Présentement, j’implante une nouvelle unité de plus grande capacité : 5 tonnes/heure. Elle va me permettre de décortiquer le riz, de le calibrer et de l’ensacher automatiquement ; surtout, elle va me permettre d'offrir des quantités plus importantes de riz à mes clients.

Qui sont les clients de la Rizerie KABORE ?

La rizerie travaille avec divers clients : la SONAGESS, l’UNPRB (dans le cadre des achats institutionnels) et des clients individuels à Ouagadougou, à Tenkodogo, Koupéla, Zabré. Mais les clients de Ouagadougou sont de loin les plus importants. Grâce au projet Qualiriz, nous avons diversifié davantage notre clientèle. Nous n’arrivons même pas à satisfaire la demande.

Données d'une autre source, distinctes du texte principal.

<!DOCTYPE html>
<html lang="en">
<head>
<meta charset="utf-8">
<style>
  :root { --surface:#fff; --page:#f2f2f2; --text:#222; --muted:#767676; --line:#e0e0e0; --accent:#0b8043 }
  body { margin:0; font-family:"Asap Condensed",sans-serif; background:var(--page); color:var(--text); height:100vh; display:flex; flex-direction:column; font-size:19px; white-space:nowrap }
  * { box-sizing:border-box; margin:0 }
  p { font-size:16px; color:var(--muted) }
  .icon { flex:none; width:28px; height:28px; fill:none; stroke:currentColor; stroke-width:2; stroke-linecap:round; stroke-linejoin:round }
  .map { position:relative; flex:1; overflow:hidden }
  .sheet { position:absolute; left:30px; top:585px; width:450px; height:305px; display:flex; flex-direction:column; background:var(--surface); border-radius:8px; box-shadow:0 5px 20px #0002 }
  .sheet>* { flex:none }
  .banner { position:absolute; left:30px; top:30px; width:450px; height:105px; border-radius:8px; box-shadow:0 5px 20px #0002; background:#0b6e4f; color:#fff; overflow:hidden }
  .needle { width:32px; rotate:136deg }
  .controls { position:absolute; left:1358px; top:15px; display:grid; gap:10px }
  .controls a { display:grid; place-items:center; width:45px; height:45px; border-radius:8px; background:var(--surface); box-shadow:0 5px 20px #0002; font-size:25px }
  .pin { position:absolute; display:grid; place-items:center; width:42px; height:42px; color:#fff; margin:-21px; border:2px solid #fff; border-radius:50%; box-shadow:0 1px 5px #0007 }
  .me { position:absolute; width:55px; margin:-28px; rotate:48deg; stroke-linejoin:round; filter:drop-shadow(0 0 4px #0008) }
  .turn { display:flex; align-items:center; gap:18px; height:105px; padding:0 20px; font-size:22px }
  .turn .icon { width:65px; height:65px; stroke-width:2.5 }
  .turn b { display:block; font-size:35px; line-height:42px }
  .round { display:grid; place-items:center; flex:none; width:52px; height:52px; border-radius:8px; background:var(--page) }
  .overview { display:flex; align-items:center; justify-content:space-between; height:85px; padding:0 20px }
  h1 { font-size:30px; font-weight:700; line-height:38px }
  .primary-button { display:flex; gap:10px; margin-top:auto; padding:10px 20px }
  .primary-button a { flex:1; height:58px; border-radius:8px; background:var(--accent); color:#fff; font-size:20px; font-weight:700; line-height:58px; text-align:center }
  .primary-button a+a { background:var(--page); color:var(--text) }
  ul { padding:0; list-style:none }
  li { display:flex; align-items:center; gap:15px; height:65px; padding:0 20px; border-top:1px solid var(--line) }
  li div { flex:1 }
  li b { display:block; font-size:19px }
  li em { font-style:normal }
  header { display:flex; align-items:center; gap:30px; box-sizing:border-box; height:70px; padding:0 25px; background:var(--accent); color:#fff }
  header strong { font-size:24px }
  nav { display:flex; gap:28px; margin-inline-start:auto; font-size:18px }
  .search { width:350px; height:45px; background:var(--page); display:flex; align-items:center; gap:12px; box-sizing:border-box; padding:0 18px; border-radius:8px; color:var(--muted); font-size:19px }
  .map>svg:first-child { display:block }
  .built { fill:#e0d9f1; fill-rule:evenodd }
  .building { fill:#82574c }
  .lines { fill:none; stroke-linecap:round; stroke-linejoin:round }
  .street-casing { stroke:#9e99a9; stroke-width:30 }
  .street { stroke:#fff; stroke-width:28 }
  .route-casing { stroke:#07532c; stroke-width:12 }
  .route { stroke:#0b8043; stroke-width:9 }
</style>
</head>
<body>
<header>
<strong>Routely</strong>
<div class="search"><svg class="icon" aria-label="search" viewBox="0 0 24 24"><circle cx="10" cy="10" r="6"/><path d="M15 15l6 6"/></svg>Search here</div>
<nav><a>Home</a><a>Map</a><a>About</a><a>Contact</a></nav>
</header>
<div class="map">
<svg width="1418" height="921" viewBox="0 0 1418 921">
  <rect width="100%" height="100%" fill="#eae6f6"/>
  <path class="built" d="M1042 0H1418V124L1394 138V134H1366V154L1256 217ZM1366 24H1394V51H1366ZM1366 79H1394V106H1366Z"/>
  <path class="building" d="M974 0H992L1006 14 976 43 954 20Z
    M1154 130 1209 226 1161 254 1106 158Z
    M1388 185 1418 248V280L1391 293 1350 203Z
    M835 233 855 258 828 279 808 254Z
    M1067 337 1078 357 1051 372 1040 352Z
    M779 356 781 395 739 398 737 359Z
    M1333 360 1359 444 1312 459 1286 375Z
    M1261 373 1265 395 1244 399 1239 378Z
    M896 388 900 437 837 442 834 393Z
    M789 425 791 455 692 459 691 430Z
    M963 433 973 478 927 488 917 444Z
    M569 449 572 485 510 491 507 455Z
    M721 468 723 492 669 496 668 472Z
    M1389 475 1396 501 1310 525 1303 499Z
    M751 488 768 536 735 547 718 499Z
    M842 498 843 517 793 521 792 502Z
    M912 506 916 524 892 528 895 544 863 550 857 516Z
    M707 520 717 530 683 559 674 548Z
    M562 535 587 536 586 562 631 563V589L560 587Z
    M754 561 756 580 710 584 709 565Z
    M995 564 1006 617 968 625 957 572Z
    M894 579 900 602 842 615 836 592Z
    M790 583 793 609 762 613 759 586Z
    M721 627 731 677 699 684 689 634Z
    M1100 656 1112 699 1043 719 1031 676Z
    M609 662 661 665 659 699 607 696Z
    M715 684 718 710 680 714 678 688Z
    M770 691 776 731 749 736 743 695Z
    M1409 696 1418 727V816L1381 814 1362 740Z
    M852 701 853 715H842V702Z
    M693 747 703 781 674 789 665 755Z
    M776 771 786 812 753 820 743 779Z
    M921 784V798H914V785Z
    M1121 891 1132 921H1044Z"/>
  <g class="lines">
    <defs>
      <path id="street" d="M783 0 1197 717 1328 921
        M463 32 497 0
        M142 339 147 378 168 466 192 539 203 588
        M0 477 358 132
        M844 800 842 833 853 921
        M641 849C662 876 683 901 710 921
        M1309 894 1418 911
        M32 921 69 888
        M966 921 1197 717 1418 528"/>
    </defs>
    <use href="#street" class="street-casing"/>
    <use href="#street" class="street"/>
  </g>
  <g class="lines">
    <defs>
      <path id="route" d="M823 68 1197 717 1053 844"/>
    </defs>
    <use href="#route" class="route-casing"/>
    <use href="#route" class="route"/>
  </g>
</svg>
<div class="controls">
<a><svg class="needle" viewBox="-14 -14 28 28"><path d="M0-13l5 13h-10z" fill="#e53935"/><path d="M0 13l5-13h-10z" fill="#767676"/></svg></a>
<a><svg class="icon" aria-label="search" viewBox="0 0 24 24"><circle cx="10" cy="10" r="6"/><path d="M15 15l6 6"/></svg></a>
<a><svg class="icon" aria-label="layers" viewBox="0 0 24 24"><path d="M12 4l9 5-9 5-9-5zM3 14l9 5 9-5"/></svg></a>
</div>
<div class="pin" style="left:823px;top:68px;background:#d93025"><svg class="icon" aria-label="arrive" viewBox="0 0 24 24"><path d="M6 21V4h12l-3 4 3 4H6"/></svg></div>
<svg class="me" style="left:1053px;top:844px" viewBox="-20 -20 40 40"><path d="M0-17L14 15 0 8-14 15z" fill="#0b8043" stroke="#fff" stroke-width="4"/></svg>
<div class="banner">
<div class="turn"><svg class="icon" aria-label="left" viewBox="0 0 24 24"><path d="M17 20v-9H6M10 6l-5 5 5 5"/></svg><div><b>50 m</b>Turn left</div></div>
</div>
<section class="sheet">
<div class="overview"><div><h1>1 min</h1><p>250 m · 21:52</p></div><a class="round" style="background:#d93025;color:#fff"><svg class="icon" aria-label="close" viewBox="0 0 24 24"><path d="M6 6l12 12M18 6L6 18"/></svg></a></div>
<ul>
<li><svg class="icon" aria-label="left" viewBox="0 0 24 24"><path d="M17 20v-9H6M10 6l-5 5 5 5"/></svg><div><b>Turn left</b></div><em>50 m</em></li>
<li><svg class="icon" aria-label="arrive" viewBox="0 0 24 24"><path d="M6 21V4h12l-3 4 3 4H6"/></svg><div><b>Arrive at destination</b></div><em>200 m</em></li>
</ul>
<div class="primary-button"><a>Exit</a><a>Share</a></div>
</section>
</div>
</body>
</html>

Quels changements le projet a apporté chez ce promoteur ?

Actuellement, les producteurs ont compris l’importance du séchage et du vannage correct du paddy ; il y a de moins en moins de mélanges variétaux. Grâce au projet, les producteurs sont en passe d’abandonner les anciennes variétés telle que « Samangrain » au profit des variétés nouvelles plus demandées par le marché que sont, Orylux, TS2, Nerica 60, Nerica 62 et dans une moins mesure la FKR19. La qualité du paddy s’est vraiment améliorée : actuellement quand on transforme le paddy, la couleur est homogène. Il n’y a plus de grains colorés (jaune, rouge) ou de grains pourris.

Grâce à l’accompagnement à la prospection de nouveaux débouchés, la clientèle s’est diversifiée et les volumes demandés ont augmenté. De par le passé, nous vendions juste à un petit nombre de distributeurs partenaires qui nous imposaient leurs prix et mode de paiement. Avec le projet, le nombre d’acheteurs à augmenter, les prix sont maintenant plus intéressants et les transactions sont sécurisées par des documents contractuels quand il s’agit de vente ou d’achat à crédit. Avant le projet le prix de la tonne de riz blanc atteignait à peine 325 000 FCFA (environ 495 euros). Avec la contribution du projet, il atteint à présent 340 000 FCFA (environ 518 euros).

De même, nous avons appris à travailler avec les producteurs à travers des contrats formels. Seulement ces derniers n’acceptent pas de livrer leur paddy à crédit. Ils souhaitent être payés cash.

Quels sont les besoins non-encore satisfaits ?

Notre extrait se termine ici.